Guardian Runtime sits securely on your machine, acting as a bodyguard for your code.
Whenever you use AI tools like Cursor or Claude Code, it scans every prompt locally to stop sensitive secrets and PII from reaching the cloud.

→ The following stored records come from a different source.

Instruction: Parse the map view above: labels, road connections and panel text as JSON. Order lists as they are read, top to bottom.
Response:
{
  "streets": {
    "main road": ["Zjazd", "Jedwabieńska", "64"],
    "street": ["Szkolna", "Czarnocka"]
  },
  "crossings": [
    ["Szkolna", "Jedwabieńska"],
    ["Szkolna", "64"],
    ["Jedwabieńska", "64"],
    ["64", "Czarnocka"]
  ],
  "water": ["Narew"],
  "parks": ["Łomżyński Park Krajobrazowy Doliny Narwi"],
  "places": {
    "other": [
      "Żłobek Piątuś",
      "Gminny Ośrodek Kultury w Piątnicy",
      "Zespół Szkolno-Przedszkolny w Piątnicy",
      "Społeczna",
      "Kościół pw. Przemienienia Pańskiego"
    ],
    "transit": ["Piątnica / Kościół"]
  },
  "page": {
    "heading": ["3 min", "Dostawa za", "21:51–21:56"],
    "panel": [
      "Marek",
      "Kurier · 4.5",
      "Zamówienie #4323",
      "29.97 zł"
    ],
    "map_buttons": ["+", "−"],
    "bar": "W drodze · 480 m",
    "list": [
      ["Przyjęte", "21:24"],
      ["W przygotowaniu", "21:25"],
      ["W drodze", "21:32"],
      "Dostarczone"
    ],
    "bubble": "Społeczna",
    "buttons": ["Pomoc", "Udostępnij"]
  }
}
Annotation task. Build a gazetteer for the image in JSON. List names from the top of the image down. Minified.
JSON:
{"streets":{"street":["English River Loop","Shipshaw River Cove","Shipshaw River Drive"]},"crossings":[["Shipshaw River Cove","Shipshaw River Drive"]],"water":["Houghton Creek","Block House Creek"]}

It also tracks your API spending to prevent surprise bills, all without slowing you down.
🌐 Docs & Demo: ashp15205.github.io/guardian-runtime
📦 PyPI: pypi.org/project/guardian-runtime
Guardian Runtime is a local HTTP proxy that runs entirely on your own machine. It sits between your AI coding tool and the cloud, inspecting every prompt before it leaves your infrastructure.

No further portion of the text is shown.